═══ MATERIAL FOR THIS TASK ═══

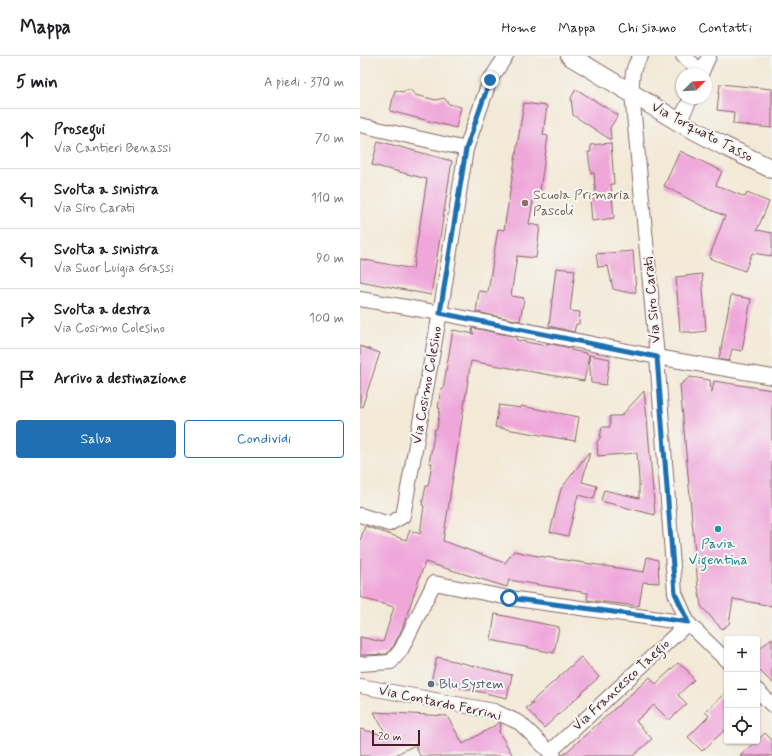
<!DOCTYPE html>
<html lang="it">
<meta charset="utf-8">
<style>
body{margin:0;font-family:Mynerve,sans-serif;background:#f2f2f2;color:#202124}
.controls{position:absolute;right:12px;bottom:12px;display:grid;overflow:hidden;border-radius:4px;box-shadow:0 1px 3px #0004}
.controls button{width:36px;height:36px;display:grid;place-items:center;padding:0;border:0;border-bottom:1px solid #e0e0e0;background:#fff;color:#202124;font:20px sans-serif}
.compass{position:absolute;left:316px;top:12px;width:36px;height:36px;border-radius:50%;background:#fff;box-shadow:0 1px 3px #0004;rotate:66deg}
.scale{position:absolute;left:12px;bottom:10px;width:48px;box-sizing:border-box;padding-left:4px;border:2px solid #4a1f2b;border-top:0;font-size:11px;line-height:14px;white-space:nowrap;color:#4a1f2b;-webkit-text-stroke:3px #f6f6f2;paint-order:stroke}
.stop{position:absolute;width:12px;height:12px;margin:-9px;border:3px solid #1f6fb2;border-radius:50%;background:#fff}
.stop.end{background:#1f6fb2;border-color:#fff;box-shadow:0 1px 4px #0008}
.list{margin:0;padding:0;list-style:none}
h2{display:flex;justify-content:space-between;align-items:center;height:52px;margin:0;padding:0 16px;font-size:17px}
h2 small{font-size:13px;font-weight:400;color:#757577}
.list li{display:grid;grid-template-columns:26px 1fr auto;gap:12px;align-items:center;box-sizing:border-box;height:60px;padding:0 16px;border-top:1px solid #e0e0e0}
.list b{display:block;font-size:15px;white-space:nowrap}
.list p{margin:0;font-size:13px;white-space:nowrap;color:#757577}
.list em{font-size:13px;font-style:normal;color:#757577}
.actions{display:flex;gap:8px;padding:12px 16px}
.actions a{flex:1;padding:9px 0;border:1px solid #1f6fb2;border-radius:4px;text-align:center;font-size:14px;color:#1f6fb2}
.actions .main{background:#1f6fb2;color:#fff}
.icon{flex:none;width:22px;height:22px;fill:none;stroke:currentColor;stroke-width:2;stroke-linecap:round;stroke-linejoin:round}
.map{position:relative;flex:none;width:412px;height:700px;overflow:hidden}
header{display:flex;align-items:center;gap:24px;box-sizing:border-box;height:56px;padding:0 20px;background:#fff;border-bottom:1px solid #e0e0e0}
header strong{font-size:19px}
nav{display:flex;gap:22px;margin-inline-start:auto;font-size:14px}
main{display:flex}
aside{flex:1;background:#fff}
.map>svg:first-child{display:block}
</style>
<header>
<strong>Mappa</strong>
<nav><a>Home</a><a>Mappa</a><a>Chi siamo</a><a>Contatti</a></nav>
</header>
<main>
<aside>
<h2>5 min<small>A piedi · 370 m</small></h2>
<ul class="list">
<li><svg class="icon" aria-label="ahead" viewBox="0 0 24 24"><path d="M12 20V5M6 11l6-6 6 6"/></svg><div><b>Prosegui</b><p>Via Cantieri Benassi</p></div><em>70 m</em></li>
<li><svg class="icon" aria-label="left" viewBox="0 0 24 24"><path d="M17 20v-9H6M10 6l-5 5 5 5"/></svg><div><b>Svolta a sinistra</b><p>Via Siro Carati</p></div><em>110 m</em></li>
<li><svg class="icon" aria-label="left" viewBox="0 0 24 24"><path d="M17 20v-9H6M10 6l-5 5 5 5"/></svg><div><b>Svolta a sinistra</b><p>Via Suor Luigia Grassi</p></div><em>90 m</em></li>
<li><svg class="icon" aria-label="right" viewBox="0 0 24 24"><path d="M7 20v-9h11M14 6l5 5-5 5"/></svg><div><b>Svolta a destra</b><p>Via Cosimo Colesino</p></div><em>100 m</em></li>
<li><svg class="icon" aria-label="arrive" viewBox="0 0 24 24"><path d="M6 21V4h12l-3 4 3 4H6"/></svg><div><b>Arrivo a destinazione</b></div></li>
</ul>
<div class="actions"><a class="main">Salva</a><a>Condividi</a></div>
</aside>
<div class="map">
<svg width="412" height="700" viewBox="0 0 412 700">
<rect width="100%" height="100%" fill="#f6f6f2"/>
<filter id="ink" filterUnits="userSpaceOnUse"><feTurbulence type="fractalNoise" baseFrequency=".025" numOctaves="2"/><feDisplacementMap in="SourceGraphic" scale="8" xChannelSelector="R" yChannelSelector="G"/><feConvolveMatrix kernelMatrix="1 2 1 2 8 2 1 2 1" color-interpolation-filters="sRGB"/></filter>
<filter id="wash" filterUnits="userSpaceOnUse"><feTurbulence type="fractalNoise" baseFrequency=".012" numOctaves="4" result="noise"/><feDisplacementMap in="SourceGraphic" scale="16" xChannelSelector="R" yChannelSelector="G"/><feGaussianBlur stdDeviation="0.9" result="paint"/><feColorMatrix in="noise" values="0 0 0 0 0 0 0 0 0 0 0 0 0 0 0 0 0 1.4 0 .05"/><feComposite in="paint" operator="in"/></filter>
<g filter="url(#wash)">
<rect width="100%" height="100%" fill="#f3e9d7"/>
<g id="blocks">
<g fill="#efa7da">
<path d="M 360,28 L 412,33 L 412,72 L 373,68 L 374,56 L 357,54 Z"/>
<path d="M 50,33 L 55,39 L 76,44 L 84,42 L 89,48 L 101,51 L 96,72 L 30,55 L 35,34 L 42,36 Z"/>
<path d="M 216,33 L 258,59 L 250,72 L 251,84 L 213,59 L 211,42 Z"/>
<path d="M 164,47 L 187,50 L 183,79 L 188,80 L 179,141 L 174,140 L 169,168 L 180,170 L 176,202 L 157,200 L 151,240 L 164,242 L 160,265 L 116,256 L 119,235 L 128,236 L 138,173 L 144,174 Z"/>
<path d="M 18,85 L 92,105 L 71,239 L 0,225 L 0,203 L 53,213 L 67,123 L 12,109 Z"/>
<path d="M 251,87 L 254,128 L 251,128 L 254,162 L 232,165 L 230,143 L 236,143 L 234,117 L 231,117 L 228,96 L 231,96 L 230,89 Z"/>
<path d="M 320,95 L 362,115 L 356,129 L 385,141 L 387,137 L 409,146 L 397,174 L 412,177 L 412,200 L 392,197 L 385,215 L 349,202 L 365,160 L 344,151 L 304,130 Z"/>
<path d="M 273,195 L 276,236 L 265,236 L 253,233 L 248,210 L 238,211 L 236,198 Z"/>
<path d="M 196,212 L 215,214 L 210,255 L 220,256 L 219,268 L 216,268 L 214,276 L 189,270 Z"/>
<path d="M 342,218 L 346,275 L 331,277 L 331,276 L 320,276 L 316,221 Z"/>
<path d="M 371,239 L 391,243 L 382,295 L 372,293 L 369,305 L 359,303 Z"/>
<path d="M 113,272 L 157,281 L 156,284 L 187,290 L 187,287 L 211,292 L 211,294 L 226,297 L 226,298 L 229,299 L 224,325 L 111,305 L 83,485 L 145,507 L 154,495 L 172,499 L 284,516 L 287,501 L 298,504 L 299,527 L 283,526 L 279,550 L 227,544 L 228,537 L 149,524 L 147,531 L 65,506 L 42,573 L 34,589 L 27,598 L 3,599 L 0,599 L 0,581 L 23,586 L 34,551 L 8,544 L 0,541 L 0,485 L 5,470 L 46,484 L 50,474 L 60,478 L 64,450 L 62,449 L 66,430 L 68,430 L 72,407 L 69,407 L 75,373 L 77,373 L 80,352 L 78,352 L 81,332 L 83,333 L 93,274 L 114,278 L 112,275 Z"/>
<path d="M 0,290 L 20,297 L 2,351 L 0,350 Z"/>
<path d="M 229,299 L 250,303 L 246,329 L 231,327 Z"/>
<path d="M 330,321 L 350,324 L 351,336 L 352,336 L 354,325 L 412,334 L 412,550 L 373,543 L 369,568 L 362,573 L 341,550 L 338,531 L 320,329 Z"/>
<path d="M 284,335 L 287,362 L 295,459 L 241,445 L 244,434 L 279,442 L 279,424 L 277,397 L 238,400 L 237,386 L 240,382 L 242,371 L 250,371 L 250,360 L 261,360 Z"/>
<path d="M 139,349 L 161,352 L 161,350 L 219,361 L 215,385 L 135,371 Z"/>
<path d="M 229,396 L 230,396 L 222,426 L 237,430 L 234,443 L 218,439 L 208,480 L 190,476 L 201,433 Z"/>
<path d="M 135,558 L 199,571 L 194,597 L 131,584 Z"/>
<path d="M 412,582 L 412,627 L 397,612 L 397,595 Z"/>
<path d="M 77,601 L 152,619 L 147,642 L 71,625 Z"/>
<path d="M 221,601 L 239,621 L 184,672 L 166,652 L 173,648 L 170,647 Z"/>
<path d="M 318,607 L 327,614 L 334,624 L 318,639 L 327,648 L 309,664 L 294,649 L 276,665 L 292,683 L 273,700 L 202,700 L 290,621 L 296,628 Z"/>
<path d="M 367,635 L 367,672 L 342,695 L 328,681 L 349,660 L 345,656 Z"/>
<path d="M 14,656 L 87,660 L 103,688 L 139,667 L 141,668 L 139,676 L 153,700 L 60,700 L 55,689 L 33,700 L 0,700 L 0,673 L 27,680 Z"/>
<path d="M 405,677 L 412,684 L 412,700 L 380,700 L 397,685 Z"/>
</g>
</g>
</g>
<g filter="url(#ink)">
<use href="#blocks" fill-opacity="0" stroke="#856667" stroke-width="1"/>
<g fill="none" stroke-linecap="round" stroke-linejoin="round">
<g stroke="#856667" stroke-width="16">
<g id="minor">
<path d="M 281,0 C 271,12 272,23 272,38 L 297,301 L 315,537 L 328,567"/>
<path d="M 323,0 L 332,7 L 338,18"/>
<path d="M 341,18 L 349,0"/>
<path d="M 319,66 L 331,42"/>
<path d="M 0,69 L 106,93"/>
<path d="M 0,243 L 80,257 L 297,301 L 412,321"/>
<path d="M 0,459 L 29,468 L 43,460 L 83,240 L 106,93 L 130,24 L 146,0"/>
<path d="M 0,608 L 31,606 L 41,594 L 74,527 L 149,542 L 328,567"/>
<path d="M 0,630 L 134,655 L 160,667 L 194,700"/>
<path d="M 397,634 L 412,649"/>
<path d="M 190,696 L 328,567 L 367,605"/>
</g>
</g>
<g stroke="#856667" stroke-width="20">
<path id="tertiary" d="M 210,0 L 319,66 L 364,90 L 412,113"/>
</g>
<use href="#minor" stroke="#fff" stroke-width="14"/>
<use href="#tertiary" stroke="#fff" stroke-width="18"/>
</g>
</g>
<g fill="none" stroke-linecap="round" stroke-linejoin="round" filter="url(#ink)">
<path stroke="#1f6fb2" stroke-width="5" d="M 130,24 L 106,93 L 80,257 L 297,301 L 315,537 L 328,566 L 149,542"/>
</g>
<circle fill="#8d6e63" stroke="#f6f6f2" stroke-width="1.5" cx="165" cy="147" r="4"/>
<circle fill="#0f9aa8" stroke="#f6f6f2" stroke-width="1.5" cx="358" cy="473" r="4"/>
<circle fill="#5c6f8a" stroke="#f6f6f2" stroke-width="1.5" cx="71" cy="628" r="4"/>
<g text-anchor="middle" dominant-baseline="central" stroke-width="4" stroke-linejoin="round" paint-order="stroke">
<g font-size="14" fill="#4a1f2b" stroke="#f6f6f2">
<text transform="translate(342 76) rotate(28)">Via Torquato Tasso</text>
<text transform="translate(292 244) rotate(-95)">Via Siro Carati</text>
<text transform="translate(67 329) rotate(-80)">Via Cosimo Colesino</text>
<text transform="translate(261 629) rotate(-43)">Via Francesco Taegio</text>
<text transform="translate(80 647) rotate(12)">Via Contardo Ferrini</text>
</g>
<g font-size="14" fill="#785e54" stroke="#f6f6f2" text-anchor="start">
<text x="173" y="139">Scuola Primaria<tspan x="173" dy="16">Pascoli</tspan></text>
</g>
<g font-size="14" fill="#0d838f" stroke="#f6f6f2">
<text x="358" y="488">Pavia<tspan x="358" dy="16">Vigentina</tspan></text>
</g>
<g font-size="14" fill="#4e5e75" stroke="#f6f6f2" text-anchor="start">
<text x="79" y="628">Blu System</text>
</g>
</g>
</svg>
<div class="controls">
<button>+</button>
<button>−</button>
<button><svg class="icon" aria-label="locate" viewBox="0 0 24 24"><circle cx="12" cy="12" r="6"/><path d="M12 2v4M12 18v4M2 12h4M18 12h4"/></svg></button>
</div>
<svg class="compass" viewBox="-18 -18 36 36"><path d="M0-13l5 13h-10z" fill="#e53935"/><path d="M0 13l5-13h-10z" fill="#757577"/></svg>
<div class="scale">20 m</div>
<div class="stop" style="left:149px;top:542px"></div>
<div class="stop end" style="left:130px;top:24px"></div>
</div>
</main>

═══

WHAT NEEDS TO BE DONE. Only the lines above from the one with "18,85 L 92,105" up to and including the one with "320,95 L 362,115" should be repeated, exactly as written.

FINISHED TASK.
<path d="M 18,85 L 92,105 L 71,239 L 0,225 L 0,203 L 53,213 L 67,123 L 12,109 Z"/>
<path d="M 251,87 L 254,128 L 251,128 L 254,162 L 232,165 L 230,143 L 236,143 L 234,117 L 231,117 L 228,96 L 231,96 L 230,89 Z"/>
<path d="M 320,95 L 362,115 L 356,129 L 385,141 L 387,137 L 409,146 L 397,174 L 412,177 L 412,200 L 392,197 L 385,215 L 349,202 L 365,160 L 344,151 L 304,130 Z"/>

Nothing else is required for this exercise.